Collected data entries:
= Beginning of Section =

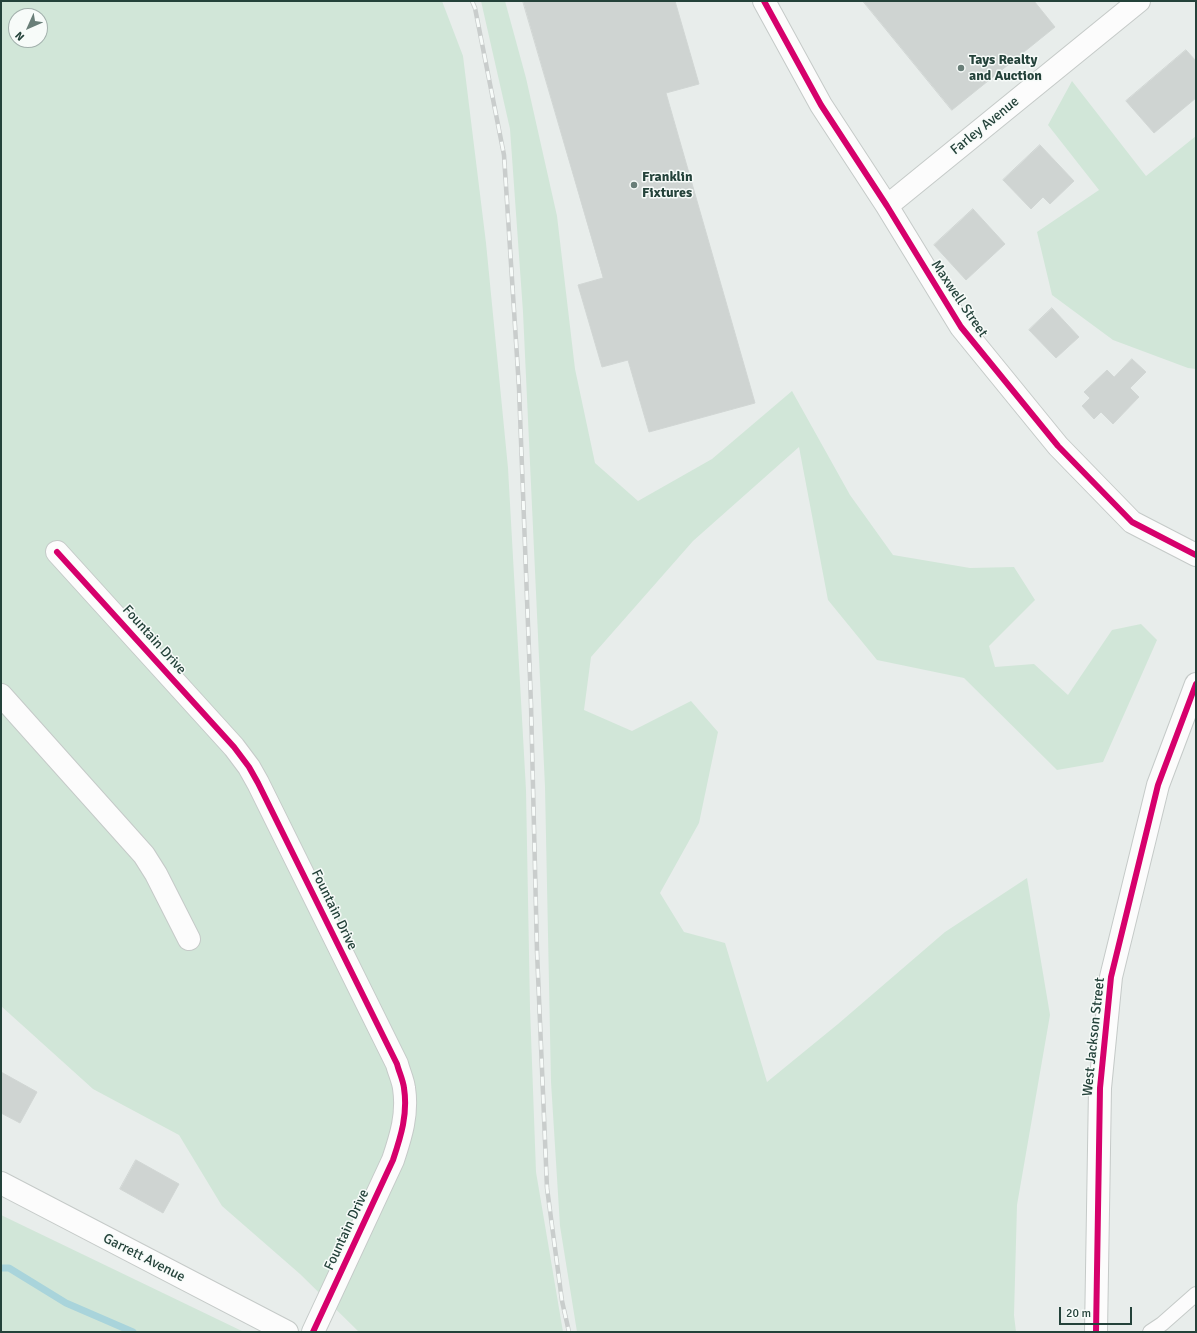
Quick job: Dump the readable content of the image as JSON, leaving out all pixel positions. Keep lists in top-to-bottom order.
{
  "streets": {
    "street": [
      "Farley Avenue",
      "Maxwell Street",
      "Fountain Drive",
      "West Jackson Street",
      "Garrett Avenue"
    ]
  },
  "crossings": [
    ["Farley Avenue", "Maxwell Street"]
  ],
  "places": ["Tays Realty and Auction", "Franklin Fixtures"],
  "scale_bar": "20 m",
  "north": "bottom left"
}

= End of Section =

What to produce
When you copy the records above, keep every word exact and leave out the pictures they contain.

Solution
Quick job: Dump the readable content of the image as JSON, leaving out all pixel positions. Keep lists in top-to-bottom order.
{
  "streets": {
    "street": [
      "Farley Avenue",
      "Maxwell Street",
      "Fountain Drive",
      "West Jackson Street",
      "Garrett Avenue"
    ]
  },
  "crossings": [
    ["Farley Avenue", "Maxwell Street"]
  ],
  "places": ["Tays Realty and Auction", "Franklin Fixtures"],
  "scale_bar": "20 m",
  "north": "bottom left"
}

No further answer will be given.